Personal information
- Nationality: French
- Born: 15 September 1989 (age 36) Pau, Pyrénées-Atlantiques

Sport
- Country: France
- Sport: Canoe slalom
- Event: C1
- Club: Jarnac Sports Canoë Kayak

Medal record
Men's canoe slalom
Representing France
World Championships
| Gold medal – first place | 2021 Bratislava | C1 team |
| Bronze medal – third place | 2017 Pau | C1 team |
European Championships
| Silver medal – second place | 2019 Pau | C1 |
| Silver medal – second place | 2019 Pau | C1 team |
U23 World Championships
| Silver medal – second place | 2012 Wausau | C1 team |
U23 European Championships
| Bronze medal – third place | 2012 Solkan | C1 team |

= Martin Thomas (canoeist) =

French slalom canoeist

Martin Thomas (born 15 September 1989) is a French slalom canoeist who has competed at the international level since 2010.

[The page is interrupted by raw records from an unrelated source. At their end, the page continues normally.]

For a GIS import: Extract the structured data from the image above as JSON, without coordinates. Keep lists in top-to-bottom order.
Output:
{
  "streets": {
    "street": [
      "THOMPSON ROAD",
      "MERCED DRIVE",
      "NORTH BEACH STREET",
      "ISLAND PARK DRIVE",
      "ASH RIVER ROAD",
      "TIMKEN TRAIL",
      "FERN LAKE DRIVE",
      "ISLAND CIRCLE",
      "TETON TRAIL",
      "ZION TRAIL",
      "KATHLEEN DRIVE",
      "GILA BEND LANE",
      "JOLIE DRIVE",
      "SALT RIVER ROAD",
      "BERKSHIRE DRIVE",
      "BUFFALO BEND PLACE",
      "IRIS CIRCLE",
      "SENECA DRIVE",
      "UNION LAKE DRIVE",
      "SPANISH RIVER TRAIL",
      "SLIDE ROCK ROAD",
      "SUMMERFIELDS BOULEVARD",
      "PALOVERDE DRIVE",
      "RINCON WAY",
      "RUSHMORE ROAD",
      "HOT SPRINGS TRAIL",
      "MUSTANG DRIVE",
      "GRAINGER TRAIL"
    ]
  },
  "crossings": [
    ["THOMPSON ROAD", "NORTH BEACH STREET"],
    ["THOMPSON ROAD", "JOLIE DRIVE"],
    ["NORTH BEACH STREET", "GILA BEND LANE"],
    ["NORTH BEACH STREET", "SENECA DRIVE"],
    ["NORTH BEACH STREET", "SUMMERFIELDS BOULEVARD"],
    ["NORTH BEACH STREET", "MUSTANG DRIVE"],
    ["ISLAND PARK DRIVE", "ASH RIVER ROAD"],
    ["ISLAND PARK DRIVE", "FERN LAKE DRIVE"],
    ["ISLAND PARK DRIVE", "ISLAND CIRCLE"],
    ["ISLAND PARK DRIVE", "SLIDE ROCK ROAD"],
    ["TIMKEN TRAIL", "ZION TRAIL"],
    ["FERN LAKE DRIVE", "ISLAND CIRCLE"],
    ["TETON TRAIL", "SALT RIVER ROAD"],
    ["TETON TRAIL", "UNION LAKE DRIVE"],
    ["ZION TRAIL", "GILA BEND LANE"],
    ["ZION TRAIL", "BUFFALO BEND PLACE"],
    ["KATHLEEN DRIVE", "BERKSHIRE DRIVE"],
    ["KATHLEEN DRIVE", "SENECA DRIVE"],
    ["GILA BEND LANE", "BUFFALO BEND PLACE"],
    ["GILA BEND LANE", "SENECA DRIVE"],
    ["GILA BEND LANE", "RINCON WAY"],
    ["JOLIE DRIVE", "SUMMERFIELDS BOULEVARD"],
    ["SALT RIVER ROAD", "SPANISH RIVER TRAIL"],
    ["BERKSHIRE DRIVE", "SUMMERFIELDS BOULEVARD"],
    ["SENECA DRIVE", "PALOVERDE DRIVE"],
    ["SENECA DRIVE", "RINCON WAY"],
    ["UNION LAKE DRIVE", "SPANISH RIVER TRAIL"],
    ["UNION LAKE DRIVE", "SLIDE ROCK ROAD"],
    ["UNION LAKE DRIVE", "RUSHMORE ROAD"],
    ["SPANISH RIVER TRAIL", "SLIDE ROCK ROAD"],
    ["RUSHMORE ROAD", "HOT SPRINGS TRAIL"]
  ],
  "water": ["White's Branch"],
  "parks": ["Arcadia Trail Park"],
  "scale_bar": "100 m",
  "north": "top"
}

He won two medals in the C1 team event at the ICF Canoe Slalom World Championships with a gold in 2021 and a silver in 2017. He also won two silver medals at the 2019 European Canoe Slalom Championships in Pau (C1 and C1 team events).

Thomas competed in the C1 event at the 2020 Summer Olympics, finishing in 5th place.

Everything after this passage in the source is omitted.